Gaillac withstands the climate: can these old grape varieties save the wine?
In the Tarn valley, Gaillac is etymologically the Gallic rooster, but also the pride of an Occitan vineyard founded in Gallo-Roman times, resisting the invaders with its native grape varieties, which have become the best defense against climatic stress and the globalization of tastes.

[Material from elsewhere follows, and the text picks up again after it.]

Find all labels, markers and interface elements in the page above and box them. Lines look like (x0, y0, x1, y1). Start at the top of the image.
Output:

The 5,000-hectare appellation, AOC since 1938 for whites and 1970 for reds, has never completely succumbed to the international grape varieties deployed after the war on its generous slopes, which are more clay than limestone. Sauvignon, muscadelle, merlot, cabernet, syrah and gamay have always had to make do in this hedge- and grove-ridden landscape, along with the local grape varieties, mauzac, far from the eye, or braucol.
Do the old have a future?
Since the 1970s, over three generations, the Plageoles family has helped to rehabilitate a handful of other grape varieties that had all but disappeared: duras, prunelart and ondenc. These varieties, saved by Marcel, documented by Robert (author of three books) and widely planted by Bernard since 1983, have gradually regained ground before regaining, along with the first three, their status as main grape varieties. The appellation's specifications, reformed in 2017 and 2025, require them to account for 70% of blends, relegating the international varieties to secondary status - with exceptions in a range of seven wines: dry white, sweet, late harvest, sparkling, rosé, red and primeur.

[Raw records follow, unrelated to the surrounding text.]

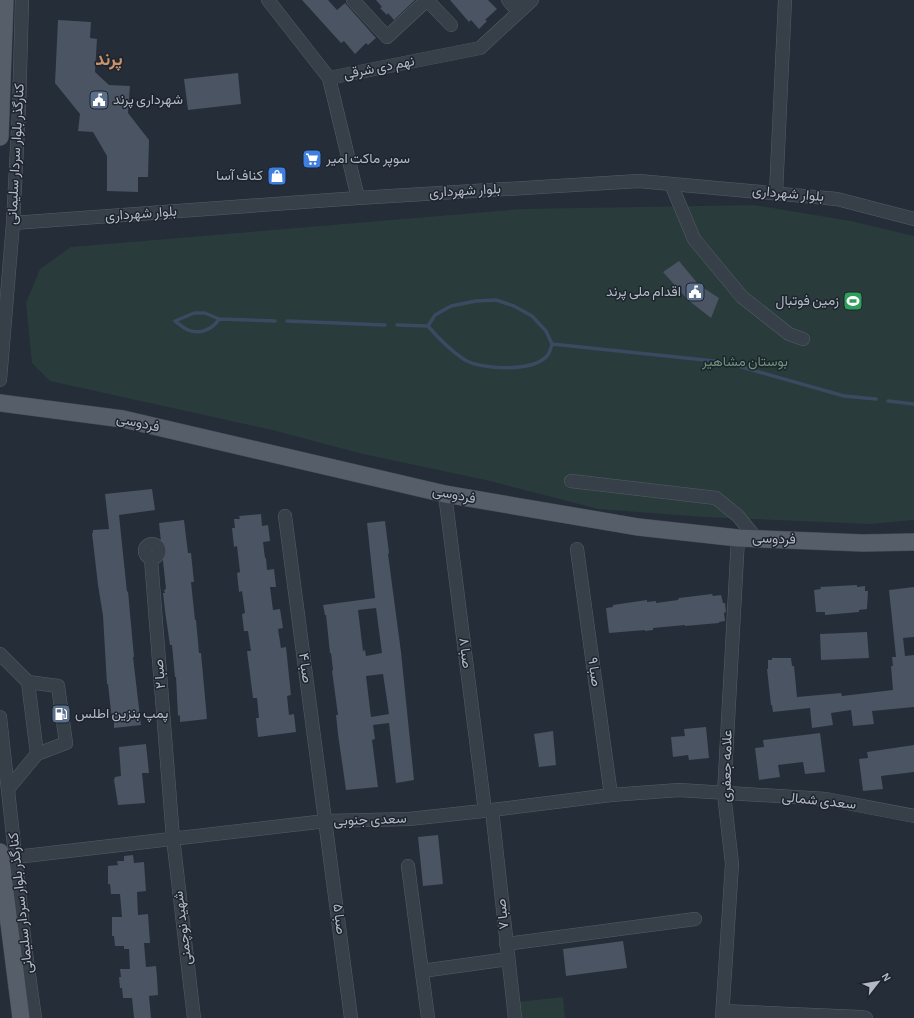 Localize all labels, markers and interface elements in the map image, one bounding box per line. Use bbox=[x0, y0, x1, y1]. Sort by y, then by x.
district label: پرند bbox=[95, 51, 123, 71]
street label: نهم دی شرقی bbox=[342, 54, 416, 83]
street label: کنارگذر بلوار سردار سلیمانی bbox=[4, 83, 28, 225]
public building icon: شهرداری پرند bbox=[88, 89, 110, 111]
place label: شهرداری پرند bbox=[113, 93, 183, 109]
supermarket icon: سوپر ماکت امیر bbox=[301, 148, 323, 170]
place label: سوپر ماکت امیر bbox=[325, 152, 410, 168]
shop icon: کناف آسا bbox=[266, 165, 288, 187]
place label: کناف آسا bbox=[216, 168, 263, 183]
street label: بلوار شهرداری bbox=[429, 182, 501, 201]
street label: بلوار شهرداری bbox=[751, 184, 825, 205]
street label: بلوار شهرداری bbox=[105, 205, 178, 224]
public building icon: اقدام ملی پرند bbox=[684, 281, 706, 303]
place label: اقدام ملی پرند bbox=[606, 285, 681, 301]
sports icon: زمین فوتبال bbox=[842, 290, 864, 312]
place label: زمین فوتبال bbox=[775, 294, 839, 310]
park label: بوستان مشاهیر bbox=[701, 355, 788, 370]
street label: فردوسی bbox=[115, 412, 161, 435]
street label: فردوسی bbox=[431, 484, 477, 507]
street label: فردوسی bbox=[752, 531, 796, 548]
street label: صبا ۸ bbox=[455, 637, 474, 670]
street label: صبا ۴ bbox=[295, 652, 314, 685]
street label: صبا ۹ bbox=[584, 657, 603, 688]
street label: صبا ۲ bbox=[152, 658, 169, 689]
fuel station icon: پمپ بنزین اطلس bbox=[50, 703, 72, 725]
place label: پمپ بنزین اطلس bbox=[75, 707, 168, 723]
street label: علامه جعفری bbox=[719, 730, 736, 802]
street label: سعدی شمالی bbox=[781, 790, 857, 813]
street label: سعدی جنوبی bbox=[333, 812, 407, 829]
street label: کنارگذر بلوار سردار سلیمانی bbox=[6, 832, 36, 974]
street label: شهید نوچمنی bbox=[172, 890, 196, 966]
street label: صبا ۷ bbox=[494, 898, 513, 930]
street label: صبا ۵ bbox=[329, 903, 348, 936]
north arrow bbox=[858, 962, 898, 1002]
text: N bbox=[879, 971, 893, 983]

Of Gaillac's six grape varieties, two are shared - mauzac with Limoux and braucol or fer servadou with Marcillac in Aveyron - and four are unique in France: le loin de l'œil, a local child for five hundred years; l'ondenc, given away lost throughout the XXᵉ century, taking refuge here after having disappeared from Bordeaux and Cognac.s having disappeared from Bordeaux and Cognac; duras, related to savagnin, and prunelart, ancestor of malbec and cousin of Fronton's négrette. But the struggle for identity that forged Gaillac is now coming up against climate change. Do these old grape varieties have a future? They have withstood " globalization ", but will they be resistant to the scourges of the XXIᵉ century, drought, heatwaves and cryptogamic diseases?